## ASSIGNMENT
Please give the number of lines in the material below that contain "lane", and provide nothing besides that number.

◇ ◇ ◇ ◇

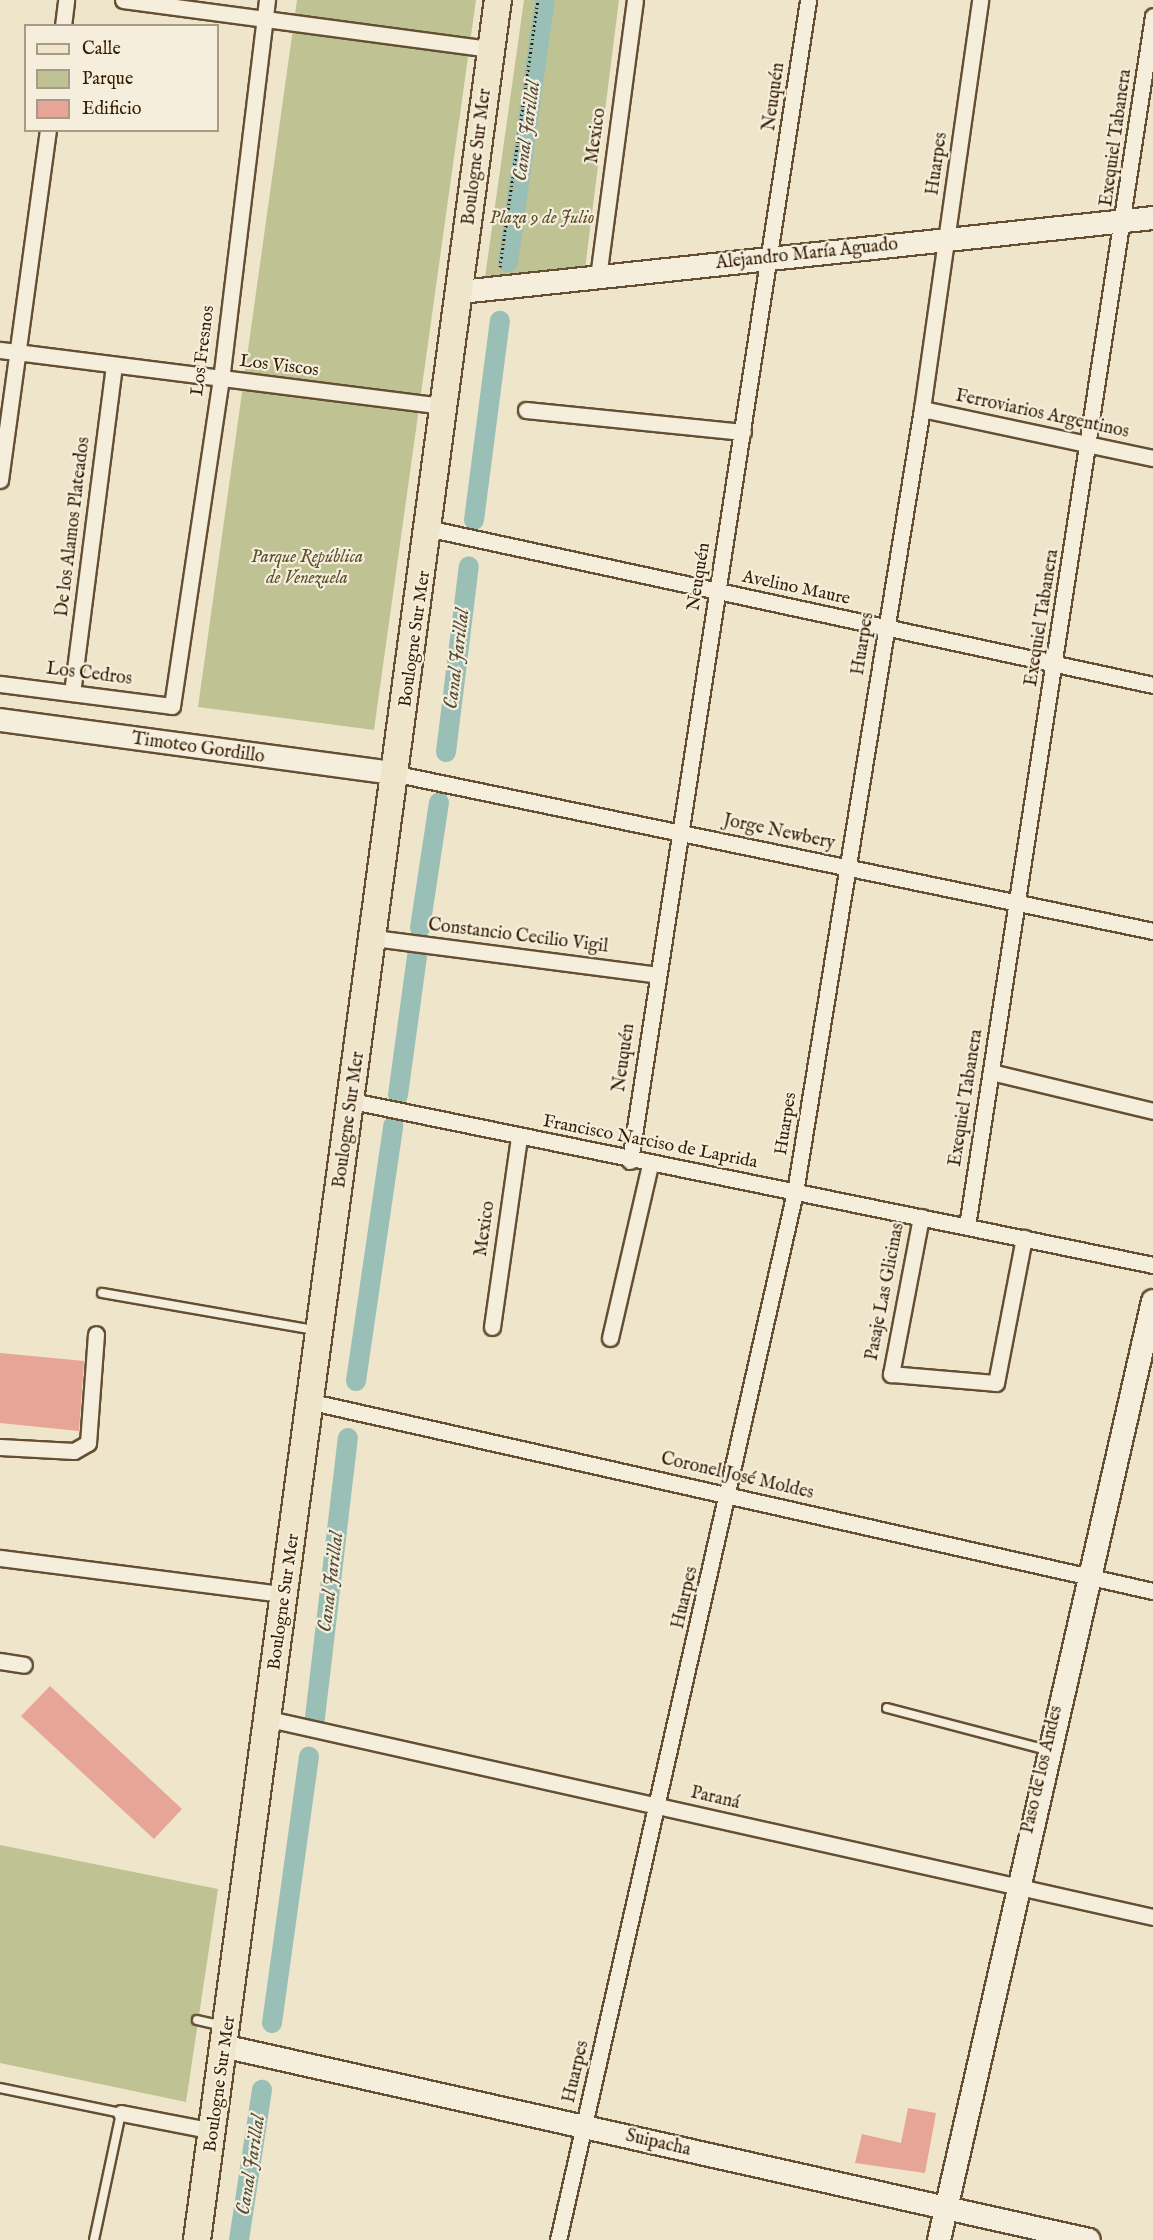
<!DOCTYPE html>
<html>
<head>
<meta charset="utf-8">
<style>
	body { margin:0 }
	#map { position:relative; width:1153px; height:2240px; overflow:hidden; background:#efe5cb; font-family:"IM FELL English",serif }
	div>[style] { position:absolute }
	.green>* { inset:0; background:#bfc393 }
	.canal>* { height:20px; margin:-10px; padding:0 10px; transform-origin:10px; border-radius:10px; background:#9abfb7 }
	.building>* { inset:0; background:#e6a596 }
	.path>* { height:3px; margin-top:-1.5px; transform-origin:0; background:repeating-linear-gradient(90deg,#351d00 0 1.5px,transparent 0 4.5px) }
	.roads { filter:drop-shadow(2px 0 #644f33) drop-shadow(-2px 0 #644f33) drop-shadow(0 2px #644f33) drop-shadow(0 -2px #644f33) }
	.lane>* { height:8px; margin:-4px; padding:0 4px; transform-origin:4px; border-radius:4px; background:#f5eedd }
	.street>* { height:15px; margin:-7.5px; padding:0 7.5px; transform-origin:7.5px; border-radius:7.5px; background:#f5eedd }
	.secondary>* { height:22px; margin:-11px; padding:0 11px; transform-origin:11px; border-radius:11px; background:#f5eedd }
	.primary>* { height:26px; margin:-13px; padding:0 13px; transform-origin:13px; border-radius:13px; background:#efe5cb }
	span { translate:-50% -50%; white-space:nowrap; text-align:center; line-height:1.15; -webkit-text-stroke:4.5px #f5eedd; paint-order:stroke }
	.street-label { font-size:18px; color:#351d00 }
	.park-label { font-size:18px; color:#5e4f2c; font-style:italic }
	.water-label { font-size:20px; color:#534e37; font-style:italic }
	.legend { position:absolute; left:24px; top:24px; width:195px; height:108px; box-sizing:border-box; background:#f5eedd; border:2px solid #a89a85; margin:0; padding:8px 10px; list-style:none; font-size:18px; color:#351d00 }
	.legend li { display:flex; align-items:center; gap:12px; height:30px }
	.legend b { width:30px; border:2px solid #a89a85 }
</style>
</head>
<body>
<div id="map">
	<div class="green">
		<div style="clip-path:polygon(297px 0,476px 0,374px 730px,198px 707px)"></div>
		<div style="clip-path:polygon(524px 0,619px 0,585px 269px,485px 277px)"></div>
		<div style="clip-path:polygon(0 1845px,218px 1889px,186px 2102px,0 2063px)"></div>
	</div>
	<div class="canal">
		<div style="left:508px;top:262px;width:265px;rotate:-82deg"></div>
		<div style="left:474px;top:520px;width:201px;rotate:-82.6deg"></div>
		<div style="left:446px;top:752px;width:187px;rotate:-83deg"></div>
		<div style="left:420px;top:928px;width:127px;rotate:-81.4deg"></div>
		<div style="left:398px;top:1095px;width:140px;rotate:-82.2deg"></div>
		<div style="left:356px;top:1381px;width:258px;rotate:-81.7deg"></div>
		<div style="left:314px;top:1726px;width:290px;rotate:-83.3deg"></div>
		<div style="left:272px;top:2023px;width:269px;rotate:-82.1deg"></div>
		<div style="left:239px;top:2240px;width:152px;rotate:-81.3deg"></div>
	</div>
	<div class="building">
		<div style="clip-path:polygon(0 1353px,84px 1361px,79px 1431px,0 1423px)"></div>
		<div style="clip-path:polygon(50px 1686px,182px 1809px,154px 1839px,21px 1716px)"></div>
		<div style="clip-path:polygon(908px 2108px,936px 2113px,925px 2173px,855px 2163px,862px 2134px,901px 2143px)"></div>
	</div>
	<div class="path">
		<div style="left:500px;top:267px;width:270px;rotate:-81.9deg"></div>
	</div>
	<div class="roads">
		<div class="lane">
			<div style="left:102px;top:1293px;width:215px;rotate:9.9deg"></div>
			<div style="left:887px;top:1708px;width:165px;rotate:14.7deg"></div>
			<div style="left:197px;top:2020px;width:26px;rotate:13deg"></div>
			<div style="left:0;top:2088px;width:124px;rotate:11.7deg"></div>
			<div style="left:121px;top:2113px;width:130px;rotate:102deg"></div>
		</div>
		<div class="street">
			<div style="left:123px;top:0;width:371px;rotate:7.6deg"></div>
			<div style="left:63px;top:26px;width:26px;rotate:-83deg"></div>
			<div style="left:598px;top:277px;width:279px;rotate:-82.4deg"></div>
			<div style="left:0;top:350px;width:450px;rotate:7.2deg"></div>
			<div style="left:922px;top:409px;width:236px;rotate:12deg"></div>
			<div style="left:526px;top:410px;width:218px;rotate:5.8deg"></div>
			<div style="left:0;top:480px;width:353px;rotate:-82.2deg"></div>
			<div style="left:431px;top:529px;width:739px;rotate:12.19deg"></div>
			<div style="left:0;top:684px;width:173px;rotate:7.3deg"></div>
			<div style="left:172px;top:706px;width:330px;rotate:-81.5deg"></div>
			<div style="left:221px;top:380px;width:383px;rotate:-83.1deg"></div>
			<div style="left:72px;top:693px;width:330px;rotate:-82.7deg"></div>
			<div style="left:397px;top:774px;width:772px;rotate:11.73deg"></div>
			<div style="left:374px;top:938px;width:285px;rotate:7.4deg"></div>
			<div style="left:991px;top:1072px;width:167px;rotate:13.5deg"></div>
			<div style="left:352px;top:1101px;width:818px;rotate:11.57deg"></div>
			<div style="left:630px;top:1161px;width:1175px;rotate:-81.28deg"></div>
			<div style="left:921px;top:1217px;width:160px;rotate:100.8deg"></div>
			<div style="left:891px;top:1374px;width:105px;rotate:4.9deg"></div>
			<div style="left:996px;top:1383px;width:148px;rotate:-79.1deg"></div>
			<div style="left:967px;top:1226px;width:1224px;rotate:-81.26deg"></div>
			<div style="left:492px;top:1327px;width:192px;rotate:-81.9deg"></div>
			<div style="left:610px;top:1338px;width:178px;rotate:-77deg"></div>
			<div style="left:312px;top:1402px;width:862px;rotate:12.67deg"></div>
			<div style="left:0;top:1447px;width:74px;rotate:3.1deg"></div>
			<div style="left:74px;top:1451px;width:16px;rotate:-30deg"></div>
			<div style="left:88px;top:1443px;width:109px;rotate:-85.8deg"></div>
			<div style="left:0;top:1558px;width:289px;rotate:7.3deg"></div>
			<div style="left:0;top:1661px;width:24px;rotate:9deg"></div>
			<div style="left:269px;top:1719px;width:906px;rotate:12.62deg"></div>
			<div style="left:121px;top:2113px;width:95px;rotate:11deg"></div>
			<div style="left:558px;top:2240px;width:1074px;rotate:-77.26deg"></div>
			<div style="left:795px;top:1192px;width:793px;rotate:-80.79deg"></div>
			<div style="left:922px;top:409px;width:413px;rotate:-81.9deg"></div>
		</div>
		<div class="secondary">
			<div style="left:461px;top:292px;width:696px;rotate:-6.1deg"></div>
			<div style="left:0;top:720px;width:401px;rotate:7.7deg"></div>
			<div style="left:227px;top:2047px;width:883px;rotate:12.62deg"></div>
			<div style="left:939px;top:2240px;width:963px;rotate:-77.16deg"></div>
		</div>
		<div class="primary">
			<div style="left:197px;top:2240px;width:2260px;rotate:-82.35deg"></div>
		</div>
	</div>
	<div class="street-label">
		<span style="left:775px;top:97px;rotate:-82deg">Neuquén</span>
		<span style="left:597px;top:136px;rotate:-82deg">Mexico</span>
		<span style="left:1117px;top:138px;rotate:-82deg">Exequiel Tabanera</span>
		<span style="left:478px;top:157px;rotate:-83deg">Boulogne Sur Mer</span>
		<span style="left:938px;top:164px;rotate:-82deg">Huarpes</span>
		<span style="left:807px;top:255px;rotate:-6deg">Alejandro María Aguado</span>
		<span style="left:204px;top:351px;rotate:-83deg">Los Fresnos</span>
		<span style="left:279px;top:367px;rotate:7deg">Los Viscos</span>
		<span style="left:1042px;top:415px;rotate:12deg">Ferroviarios Argentinos</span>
		<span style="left:74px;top:527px;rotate:-83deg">De los Alamos Plateados</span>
		<span style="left:700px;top:577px;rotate:-81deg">Neuquén</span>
		<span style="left:796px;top:589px;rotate:12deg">Avelino Maure</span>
		<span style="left:1043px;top:618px;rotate:-81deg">Exequiel Tabanera</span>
		<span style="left:416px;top:639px;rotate:-82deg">Boulogne Sur Mer</span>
		<span style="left:864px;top:644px;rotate:-81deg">Huarpes</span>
		<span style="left:89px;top:675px;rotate:7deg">Los Cedros</span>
		<span style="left:198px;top:749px;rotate:8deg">Timoteo Gordillo</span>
		<span style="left:779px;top:833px;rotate:12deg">Jorge Newbery</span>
		<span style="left:518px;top:937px;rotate:7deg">Constancio Cecilio Vigil</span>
		<span style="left:625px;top:1058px;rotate:-82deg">Neuquén</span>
		<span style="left:967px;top:1098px;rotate:-81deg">Exequiel Tabanera</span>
		<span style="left:350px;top:1120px;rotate:-82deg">Boulogne Sur Mer</span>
		<span style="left:787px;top:1124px;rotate:-81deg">Huarpes</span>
		<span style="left:650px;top:1143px;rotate:11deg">Francisco Narciso de Laprida</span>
		<span style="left:486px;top:1229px;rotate:-82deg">Mexico</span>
		<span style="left:886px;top:1292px;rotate:-79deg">Pasaje Las Glicinas</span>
		<span style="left:737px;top:1477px;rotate:13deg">Coronel José Moldes</span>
		<span style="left:686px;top:1598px;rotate:-77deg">Huarpes</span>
		<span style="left:285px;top:1602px;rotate:-82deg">Boulogne Sur Mer</span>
		<span style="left:1043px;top:1770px;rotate:-77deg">Paso de los Andes</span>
		<span style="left:715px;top:1799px;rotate:13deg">Paraná</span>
		<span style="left:577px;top:2072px;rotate:-77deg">Huarpes</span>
		<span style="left:221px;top:2084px;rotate:-82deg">Boulogne Sur Mer</span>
		<span style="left:658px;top:2144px;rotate:13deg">Suipacha</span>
	</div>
	<div class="park-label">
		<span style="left:542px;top:219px">Plaza 9 de Julio</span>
		<span style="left:307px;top:569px">Parque República<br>de Venezuela</span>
	</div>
	<div class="water-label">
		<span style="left:527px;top:131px;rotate:-82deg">Canal Jarillal</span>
		<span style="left:457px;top:659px;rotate:-83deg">Canal Jarillal</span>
		<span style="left:331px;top:1582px;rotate:-83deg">Canal Jarillal</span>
		<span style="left:251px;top:2165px;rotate:-81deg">Canal Jarillal</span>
	</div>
	<ul class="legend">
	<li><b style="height:8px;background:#efe5cb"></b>Calle</li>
	<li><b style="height:16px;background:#bfc393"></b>Parque</li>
	<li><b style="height:16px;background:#e6a596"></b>Edificio</li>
	</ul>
</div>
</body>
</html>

◇ ◇ ◇ ◇

## SOLUTION FOR THIS EXERCISE
2